Records excerpted from a collection:
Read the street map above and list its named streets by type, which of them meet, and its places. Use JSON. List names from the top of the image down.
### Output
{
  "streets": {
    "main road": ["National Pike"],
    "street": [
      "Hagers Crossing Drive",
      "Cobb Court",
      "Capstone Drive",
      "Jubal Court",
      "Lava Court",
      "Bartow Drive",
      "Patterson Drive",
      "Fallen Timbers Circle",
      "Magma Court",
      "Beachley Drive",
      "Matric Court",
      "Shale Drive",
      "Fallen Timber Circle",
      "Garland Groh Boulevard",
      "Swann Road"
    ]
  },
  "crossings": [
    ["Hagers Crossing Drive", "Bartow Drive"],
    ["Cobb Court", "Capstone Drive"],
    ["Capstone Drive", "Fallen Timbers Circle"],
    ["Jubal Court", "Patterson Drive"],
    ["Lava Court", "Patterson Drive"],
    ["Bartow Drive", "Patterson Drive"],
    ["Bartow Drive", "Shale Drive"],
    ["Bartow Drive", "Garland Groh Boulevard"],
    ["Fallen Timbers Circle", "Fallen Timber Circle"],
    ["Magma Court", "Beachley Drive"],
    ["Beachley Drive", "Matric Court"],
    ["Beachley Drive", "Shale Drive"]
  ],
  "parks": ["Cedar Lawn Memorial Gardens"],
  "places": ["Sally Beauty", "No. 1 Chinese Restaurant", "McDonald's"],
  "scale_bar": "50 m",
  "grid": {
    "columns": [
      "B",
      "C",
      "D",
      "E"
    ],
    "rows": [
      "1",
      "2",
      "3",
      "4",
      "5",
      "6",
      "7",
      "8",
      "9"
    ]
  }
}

### Work task:
The answer consists of every line above in which the word "Circle" occurs.

### Answer box:
      "Fallen Timbers Circle",
      "Fallen Timber Circle",
    ["Capstone Drive", "Fallen Timbers Circle"],
    ["Fallen Timbers Circle", "Fallen Timber Circle"],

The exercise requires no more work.